Un evento fondamentale nella carriera letteraria dello scrittore colombiano-americano Jaime Manrique fu la pubblicazione, nel 1992, del romanzo Latin Moon in Manhattan, tradotto in spagnolo dallo scrittore bogotano Nicolás Suescún e fresco di ristampa nell’edizione di Seix Barral Colombia, che celebra il trentennale della sua pubblicazione. Il libro rappresenta uno dei primi casi di opere scritte da autori omosessuali di origini latinoamericane residenti negli Stati Uniti, in un momento in cui, come ci racconta l’autore in una recente intervista da New York, gli editori

“non avevano molto interesse a pubblicare romanzi di immigrati latinoamericani, ancor meno se gay”.
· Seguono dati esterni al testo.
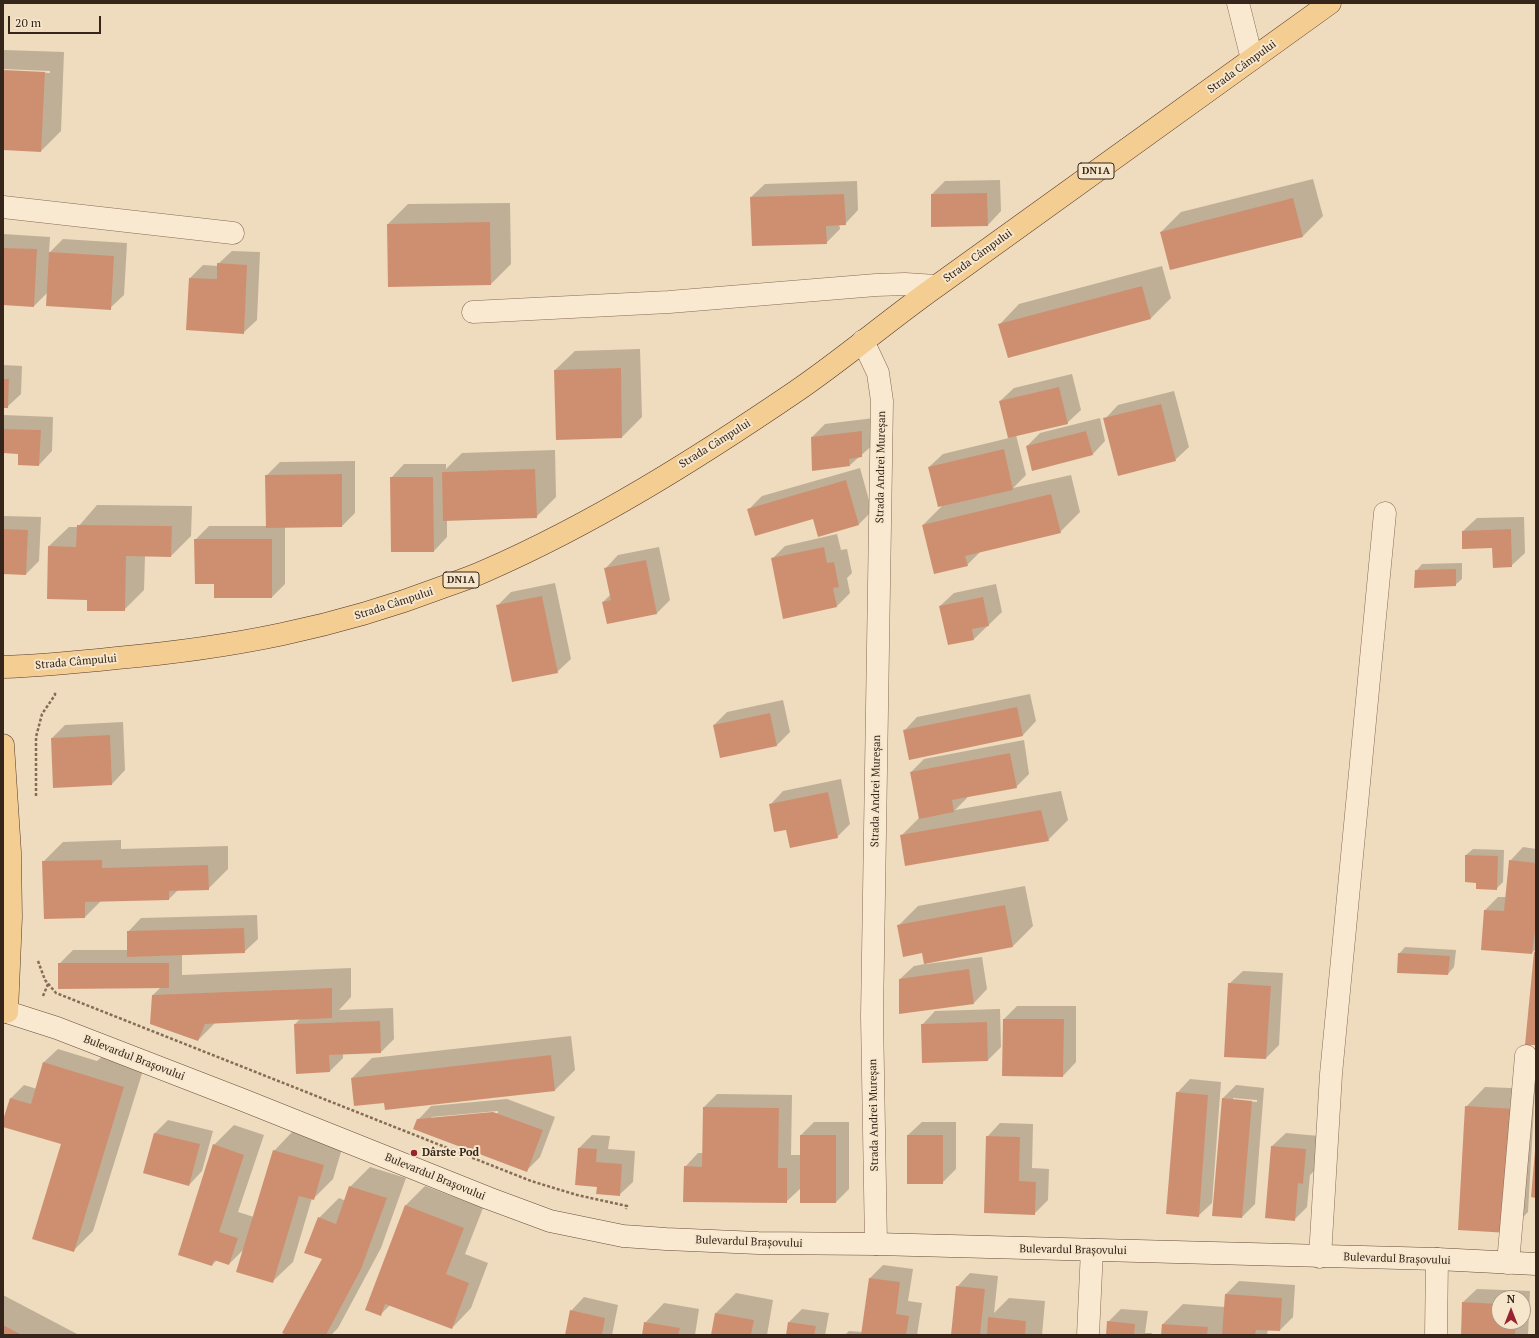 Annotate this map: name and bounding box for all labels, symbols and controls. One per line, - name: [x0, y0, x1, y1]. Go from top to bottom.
- scale bar: [10, 8, 103, 34]
- text: 20 m: [15, 15, 41, 30]
- street label: Strada Câmpului: [1205, 38, 1279, 96]
- road number: DN1A: [1078, 163, 1114, 179]
- street label: Strada Câmpului: [941, 227, 1015, 285]
- street label: Strada Andrei Mureșan: [873, 411, 889, 523]
- street label: Strada Câmpului: [677, 417, 753, 471]
- road number: DN1A: [443, 572, 479, 588]
- street label: Strada Câmpului: [353, 585, 435, 623]
- street label: Strada Câmpului: [35, 652, 117, 672]
- street label: Strada Andrei Mureșan: [868, 735, 884, 847]
- street label: Bulevardul Brașovului: [81, 1033, 187, 1083]
- street label: Strada Andrei Mureșan: [866, 1059, 882, 1171]
- place label: Dârste Pod: [422, 1146, 479, 1160]
- marker: Dârste Pod: [409, 1148, 419, 1158]
- street label: Bulevardul Brașovului: [383, 1151, 487, 1203]
- street label: Bulevardul Brașovului: [695, 1234, 803, 1250]
- street label: Bulevardul Brașovului: [1019, 1242, 1127, 1258]
- street label: Bulevardul Brașovului: [1343, 1251, 1451, 1267]
- north arrow: [1491, 1290, 1531, 1330]
- text: N: [1507, 1292, 1515, 1306]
Quella mattina di metà giugno del 2022 in cui ci sentimmo per telefono, Manrique mi confessò che quando scrisse Latin Moon in Manhattan non era più tornato in Colombia da sette anni. L’opera rappresentava, quindi, il suo primo tentativo di riappropriarsi della lingua inglese attraverso la sua identità e la sua storia personale. Era uno “sfogo” e un modo per “mettere la vita in ordine”, mi assicurò con tono sincero. Alcuni personaggi, come l’amica del protagonista Santiago o la madre, sono ispirati a persone che in realtà gravitavano intorno allo scrittore ed ebbero, in alcuni casi, un ruolo importante nella sua vita.

Jaime Manrique

Jaime Manrique © Foto di Isaías Fanlo

Con le sue storie, Manrique affronta questioni controverse della letteratura gay, come il forte stigma che l’opinione pubblica aveva sull’AIDS, a causa (anche) della trasmissione per via sessuale del virus e del doloroso deterioramento fisico che precedeva la morte. I momenti di sofferenza sono narrati con delicatezza e veridicità. Il “cancro gay”, come lo chiamavano i tabloid e i medici, era un argomento tabù che non si menzionava pubblicamente. Anche gli amici di più “ampie vedute” non volevano avere molto a che fare con i cosiddetti “soggetti a rischio”: haitiani, omosessuali, emofiliaci e consumatori di eroina.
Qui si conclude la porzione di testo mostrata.